Diese aktuelle Studie aus dem renommierten New England Journal of Medicine birgt Sprengkraft. Denn im Kern lautet die Aussage: Wenn Patientinnen und Patienten mit neu diagnostiziertem Asthma bronchiale oder COPD direkt zum Lungen-Facharzt (Pneumologe) gehen, müssen sie folgend weniger Ressourcen des Gesundheitswesen in Anspruch nehmen, als wenn der Hausarzt die Behandlung übernimmt. Und diese Erkenntnis widerspricht dem Grundsatz der Versorgung in Deutschland, dass Patientinnen und Patienten aus Kosten- und Ressourcengründen immer erst zum Hausarzt als „Lotse im Gesundheitswesen“ gehen sollen.
In der Studie aus Kanada wurde zunächst nach Menschen gesucht, die unter einem bis dahin undiagnostizierten Asthma bronchiale oder einer undiagnostizierten COPD (chronisch-obstruktive Lungenerkrankung) litten. Über 30.000 Personen wurden telefonisch kontaktiert, und mit einem simplen Fragebogen (und einer späteren Spirometrie, also Lungenfunktionsuntersuchung) filterten die Forscherinnen und Forscher 595 entsprechend Betroffene heraus. Diese Neu-Diagnostizierten erhielten dann randomisiert entweder eine haus- oder eine fachärztliche Versorung und Behandlung.

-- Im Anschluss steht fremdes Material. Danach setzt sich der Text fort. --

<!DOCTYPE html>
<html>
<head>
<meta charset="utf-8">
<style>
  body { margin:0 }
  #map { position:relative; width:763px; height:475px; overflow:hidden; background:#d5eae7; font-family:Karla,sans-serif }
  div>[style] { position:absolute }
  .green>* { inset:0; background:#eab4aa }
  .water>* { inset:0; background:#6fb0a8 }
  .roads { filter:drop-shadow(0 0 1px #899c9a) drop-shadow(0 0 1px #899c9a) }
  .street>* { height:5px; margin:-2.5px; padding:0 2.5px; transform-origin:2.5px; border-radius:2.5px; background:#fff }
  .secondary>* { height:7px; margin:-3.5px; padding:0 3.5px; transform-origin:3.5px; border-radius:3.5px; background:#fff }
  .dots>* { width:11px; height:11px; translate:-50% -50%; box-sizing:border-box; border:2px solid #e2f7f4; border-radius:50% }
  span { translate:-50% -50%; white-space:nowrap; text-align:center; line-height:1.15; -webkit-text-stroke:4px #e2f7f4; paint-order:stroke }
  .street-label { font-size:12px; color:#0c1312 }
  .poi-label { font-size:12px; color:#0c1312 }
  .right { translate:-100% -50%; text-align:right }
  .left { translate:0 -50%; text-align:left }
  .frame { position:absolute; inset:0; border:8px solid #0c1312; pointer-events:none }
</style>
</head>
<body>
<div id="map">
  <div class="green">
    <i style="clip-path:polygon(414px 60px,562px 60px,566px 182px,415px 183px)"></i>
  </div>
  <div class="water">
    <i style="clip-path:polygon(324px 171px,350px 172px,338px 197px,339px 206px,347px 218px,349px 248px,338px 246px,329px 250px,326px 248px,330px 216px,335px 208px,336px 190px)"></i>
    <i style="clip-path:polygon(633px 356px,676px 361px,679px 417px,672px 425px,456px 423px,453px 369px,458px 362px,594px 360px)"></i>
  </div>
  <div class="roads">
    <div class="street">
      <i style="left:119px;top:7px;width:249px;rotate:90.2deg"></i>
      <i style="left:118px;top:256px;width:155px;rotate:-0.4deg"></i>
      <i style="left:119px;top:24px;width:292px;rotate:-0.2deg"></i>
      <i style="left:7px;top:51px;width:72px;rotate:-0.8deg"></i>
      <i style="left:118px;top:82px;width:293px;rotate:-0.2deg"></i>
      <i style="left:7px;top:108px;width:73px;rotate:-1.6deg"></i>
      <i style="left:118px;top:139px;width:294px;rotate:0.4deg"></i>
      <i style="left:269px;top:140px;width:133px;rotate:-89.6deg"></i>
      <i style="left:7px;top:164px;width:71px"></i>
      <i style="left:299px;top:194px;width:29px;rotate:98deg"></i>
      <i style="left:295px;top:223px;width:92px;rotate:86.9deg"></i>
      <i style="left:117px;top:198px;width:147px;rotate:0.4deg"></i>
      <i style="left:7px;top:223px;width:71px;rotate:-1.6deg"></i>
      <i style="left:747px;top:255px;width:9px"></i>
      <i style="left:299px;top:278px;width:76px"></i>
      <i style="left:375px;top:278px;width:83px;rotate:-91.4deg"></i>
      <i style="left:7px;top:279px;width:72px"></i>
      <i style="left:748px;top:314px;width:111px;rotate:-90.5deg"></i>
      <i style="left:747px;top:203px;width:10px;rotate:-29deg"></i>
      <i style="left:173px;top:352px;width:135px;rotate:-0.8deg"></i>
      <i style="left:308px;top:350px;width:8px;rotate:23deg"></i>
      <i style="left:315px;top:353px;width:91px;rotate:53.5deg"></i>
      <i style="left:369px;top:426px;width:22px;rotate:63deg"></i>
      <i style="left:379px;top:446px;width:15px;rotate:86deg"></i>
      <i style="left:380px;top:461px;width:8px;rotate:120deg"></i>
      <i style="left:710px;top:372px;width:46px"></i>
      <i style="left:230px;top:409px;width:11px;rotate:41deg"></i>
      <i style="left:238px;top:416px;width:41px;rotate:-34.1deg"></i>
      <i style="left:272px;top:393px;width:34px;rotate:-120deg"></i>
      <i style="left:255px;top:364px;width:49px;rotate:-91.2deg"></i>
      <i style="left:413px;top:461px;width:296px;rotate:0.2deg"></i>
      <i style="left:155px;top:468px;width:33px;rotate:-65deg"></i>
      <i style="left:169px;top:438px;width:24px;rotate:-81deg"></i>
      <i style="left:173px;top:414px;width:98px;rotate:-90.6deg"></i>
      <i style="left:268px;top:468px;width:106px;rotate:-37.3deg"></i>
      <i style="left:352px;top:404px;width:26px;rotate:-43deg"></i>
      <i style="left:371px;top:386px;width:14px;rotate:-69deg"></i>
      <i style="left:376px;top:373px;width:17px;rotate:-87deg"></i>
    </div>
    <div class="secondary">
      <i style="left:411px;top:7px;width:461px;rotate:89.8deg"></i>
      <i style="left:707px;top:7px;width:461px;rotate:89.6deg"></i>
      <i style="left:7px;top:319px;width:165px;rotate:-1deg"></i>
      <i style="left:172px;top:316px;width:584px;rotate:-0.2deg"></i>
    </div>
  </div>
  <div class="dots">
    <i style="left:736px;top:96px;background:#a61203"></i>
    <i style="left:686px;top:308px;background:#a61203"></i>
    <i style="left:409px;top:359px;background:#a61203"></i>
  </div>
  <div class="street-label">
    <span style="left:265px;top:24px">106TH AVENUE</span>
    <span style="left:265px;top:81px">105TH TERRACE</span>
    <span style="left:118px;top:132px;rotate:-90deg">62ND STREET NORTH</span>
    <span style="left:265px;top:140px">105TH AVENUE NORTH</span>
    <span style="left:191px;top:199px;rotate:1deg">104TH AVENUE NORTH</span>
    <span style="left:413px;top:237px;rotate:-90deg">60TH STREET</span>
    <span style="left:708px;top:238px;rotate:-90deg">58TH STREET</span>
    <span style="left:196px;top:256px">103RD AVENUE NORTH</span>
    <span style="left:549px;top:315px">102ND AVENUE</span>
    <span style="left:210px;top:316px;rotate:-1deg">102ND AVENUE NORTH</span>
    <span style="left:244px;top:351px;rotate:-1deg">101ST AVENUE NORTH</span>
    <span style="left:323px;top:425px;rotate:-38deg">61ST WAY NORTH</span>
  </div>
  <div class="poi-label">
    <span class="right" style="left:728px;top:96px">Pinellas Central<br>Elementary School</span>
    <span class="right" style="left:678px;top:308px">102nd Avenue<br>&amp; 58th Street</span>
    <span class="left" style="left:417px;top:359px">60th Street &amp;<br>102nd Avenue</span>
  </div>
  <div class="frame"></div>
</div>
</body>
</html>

Es zeigte sich, dass Patientinnen und Patienten, die von einem Pneumologen leitliniengerecht behandelt wurden, im Verlauf signifikant seltener Leistungen des Gesundheitswesens in Anspruch nahmen, wie z. B. Aufsuchen eines Arztes (Fach- oder Hausarzt), einer Notaufnahme oder Klinikeinweisung aufgrund respiratorischer Probleme. Zudem hatten sich die Lebensqualität und die FEV1 („Einsekundenkapazität“, ein Maß für die Lungenfunktion) durch die Behandlung eines Facharztes mehr gebessert als in in hausärztlicher Versorgung. Nebenwirkungen kamen in beiden Gruppen in etwa gleich häufig vor.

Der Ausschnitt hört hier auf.